Come dire: Se vuoi passare una Pasqua gioiosa devi partecipare coscientemente alla commemorazione della Passione di Cristo.
A farci resistere concorreva anche la possibilità di scatenarci poi con le campane appena finita la Messa. Era una concessione che tutti i parroci facevano per l’occasione. Calcolavano che l’intonazione del Gloria coincidesse con lo scoccare del Mezzogiorno. Non so se vi fossero regole specifiche che imponevano l’orario. Ricordo però che c’era, anche in questo caso, una gara di precisione: tutti i campanili della vallata si scatenavano a mezzogiorno in punto. Si chiamava Slegare le campane, quelle campane che erano silenziose dal Giovedì precedente. E dopo c’era anche la gara di durata e … l’inizio dello Scoccino.

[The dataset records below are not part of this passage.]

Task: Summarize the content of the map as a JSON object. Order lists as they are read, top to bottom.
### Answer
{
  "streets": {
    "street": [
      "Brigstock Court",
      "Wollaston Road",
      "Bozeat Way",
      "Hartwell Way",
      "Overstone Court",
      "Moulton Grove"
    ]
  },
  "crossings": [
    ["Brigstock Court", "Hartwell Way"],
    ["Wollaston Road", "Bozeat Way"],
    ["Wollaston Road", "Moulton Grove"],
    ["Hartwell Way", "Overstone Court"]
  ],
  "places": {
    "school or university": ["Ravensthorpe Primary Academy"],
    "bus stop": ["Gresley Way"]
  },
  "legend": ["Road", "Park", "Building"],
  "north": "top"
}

Il pomeriggio noi ragazzi lo passavamo in giro per il borgo a giocare con gli amici, a sfidarci allo scoccino o a ruzzolino. Oppure le mamme ci chiedevano di recuperare i radicchi spontanei che sarebbero serviti, nei giorni successivi, per fare l’insalata con le uova sode vinte a scoccino. Perché, si, di uova c’era abbondanza in quel periodo, ma guai a sciupare le cose, memori che
I’ öv i’ ên bûn ânch dop Pasqua.
Gli adulti invece collaboravano con le Rešdôre curando il forno e la cottura del pane e delle torte. Poi, nel pomeriggio, preparavano il mucchio di sterpi e rovi realizzando una pira alta come un pagliaio. Ne tenevano da parte una scorta per prolungare la durata della fiamma e si procuravano anche un bel numero di ginepri. Questi hanno la proprietà di accendersi facilmente anche se sono verdi e di fare una fiamma potente, seppure di breve durata.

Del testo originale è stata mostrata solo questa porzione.